Ten Years Since My First Article


In August of 2005, I remember the excitement of opening the mailbox in the lobby of our apartment building. My soon-to-be wife (we have a big anniversary coming up in a few months) and I had arrived home from somewhere, both eager to see if Emergency Medical Services Magazine (now EMS World) had arrived. My first article, CPAP: Positive Pressure Equals Positive Patient Outcomes was to appear in it.

I wanted to get into writing for EMS publications. I also wanted to share how great CPAP was at making sick respiratory patients feel better and be spared to tortured of getting intubated in the hospital. Delaware was a very early adopter of CPAP, and it was not widely used elsewhere yet. In college I had written in the Griffin, Canisius College’s newspaper, but I had no portfolio of anything EMS related. I had heard that EMS Magazine was the easier of the two trade magazines for new writers to break into, so I emailed the editor, Nancy Perry, about my idea. Despite my lack of experience, she said she liked the topic and would look over anything that I sent her.
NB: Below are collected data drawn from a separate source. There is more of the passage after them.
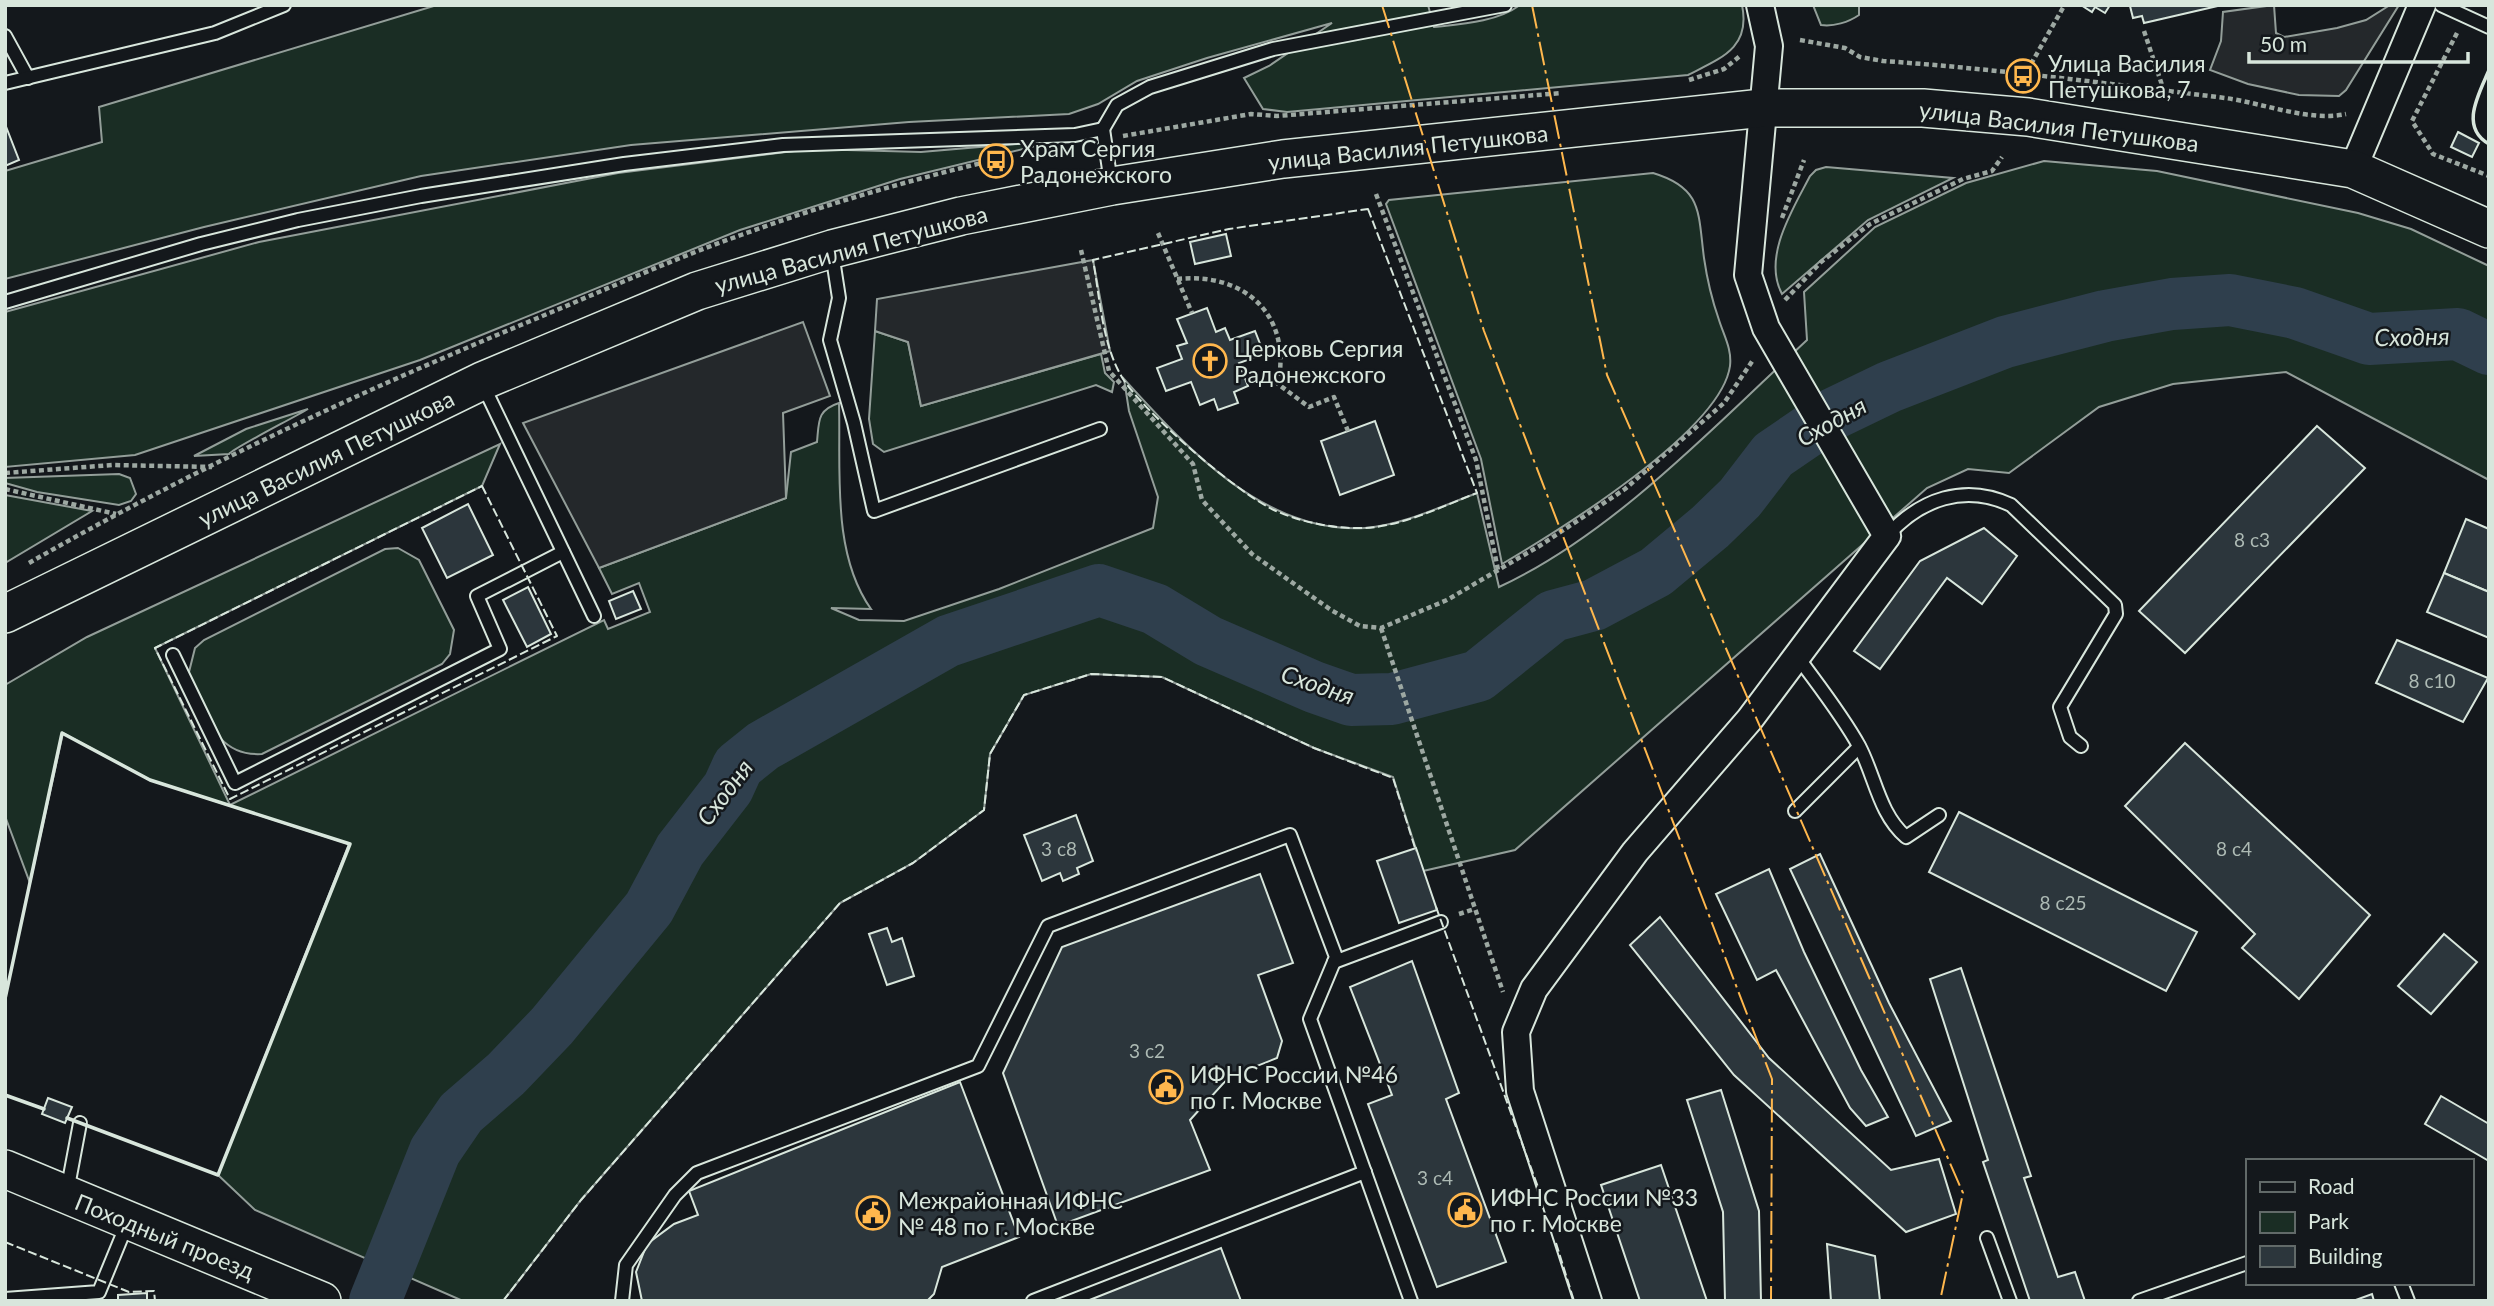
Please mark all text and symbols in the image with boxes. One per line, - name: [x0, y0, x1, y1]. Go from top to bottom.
- scale bar: [2249, 21, 2468, 65]
- text: 50 m: [2260, 31, 2307, 56]
- place label: Улица Василия Петушкова, 7: [2048, 49, 2206, 103]
- bus stop icon: Улица Василия Петушкова, 7: [2004, 57, 2042, 95]
- street label: улица Василия Петушкова: [1918, 95, 2200, 157]
- street label: улица Василия Петушкова: [1267, 118, 1549, 176]
- place label: Храм Сергия Радонежского: [1020, 134, 1172, 188]
- bus stop icon: Храм Сергия Радонежского: [977, 142, 1015, 180]
- street label: улица Василия Петушкова: [712, 199, 990, 299]
- water label: Сходня: [2374, 321, 2450, 351]
- place label: Церковь Сергия Радонежского: [1234, 334, 1403, 388]
- church icon: Церковь Сергия Радонежского: [1191, 342, 1229, 380]
- street label: улица Василия Петушкова: [193, 384, 459, 532]
- water label: Сходня: [1791, 390, 1871, 452]
- house number: 8 с3: [2234, 528, 2270, 551]
- water label: Сходня: [1278, 658, 1358, 710]
- house number: 8 с10: [2409, 669, 2456, 692]
- water label: Сходня: [690, 753, 758, 831]
- house number: 3 с8: [1041, 837, 1077, 860]
- house number: 8 с4: [2216, 837, 2252, 860]
- house number: 8 с25: [2040, 891, 2087, 914]
- house number: 3 с2: [1129, 1039, 1165, 1062]
- place label: ИФНС России №46 по г. Москве: [1190, 1060, 1398, 1114]
- public building icon: ИФНС России №46 по г. Москве: [1147, 1068, 1185, 1106]
- legend: [2246, 1159, 2473, 1285]
- house number: 3 с4: [1417, 1166, 1453, 1189]
- text: Road: [2308, 1173, 2355, 1198]
- place label: ИФНС России №33 по г. Москве: [1490, 1183, 1698, 1237]
- place label: Межрайонная ИФНС № 48 по г. Москве: [898, 1186, 1123, 1240]
- street label: Походный проезд: [71, 1187, 259, 1285]
- public building icon: ИФНС России №33 по г. Москве: [1446, 1191, 1484, 1229]
- public building icon: Межрайонная ИФНС № 48 по г. Москве: [854, 1194, 892, 1232]
- text: Park: [2308, 1208, 2349, 1233]
- text: Building: [2308, 1243, 2383, 1268]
Very little had been written about CPAP, and there was little peer-reviewed research about its use in EMS. I learned that my experience in college researching topics I was not interested in paid off about topics that I was passionate about. I scoured websites, journals, and respiratory therapy texts at our major hospital’s library. Over the next year or so, Nancy and her editorial assistant helped me with some grammar and changes after it was reviewed by editors. When it got accepted, some coworkers agreed to meet at a paramedic station on a day off to take pictures. One is a photographer and took the pictures, another brought her father to act as a patient, and two more applied CPAP in the station’s day room and in the ambulance.

Then it arrived. Something I wrote, with pictures of people I know, taken by someone I know, was in a magazine. Articles were not readily available online in those days, so I bought extra copies to distribute to the people who helped with pictures, and one for my parents too.

Since then I have had articles published about other topics that peaked my interest at the time for EMS World and EMS 1. I am not an expert in any of them; rather my goal fore each article is to help EMS providers break down abstract concepts and apply them to their next patient.

Writing is also a skill that I have found takes practice. Each article feels like a marathon, and the end result is often much different from what I had in mind when I started. It also requires a lot of help and support along the way. Nancy Perry helping me and countless other new authors learn how to write for publication, and Greg Friese has done so as well. Other people reviewed my manuscripts before submission and gave me valuable feedback (sometimes that it needed to be scrapped). Coworkers and friends volunteered to do photo shoots, and the photographers edited pictures on their days off. My wife has also been very supportive of my writing over the past 10 years. Thank you all, and I hope there is more to come.

 

Comments

  1. Good to be on this journey with you Bob. Your effort and dedication shows in your writing. Thanks!

    • emspatientperspective says:

      Thank you for being such an influential part of my journey, Greg, and for all the work you have done to advance EMS.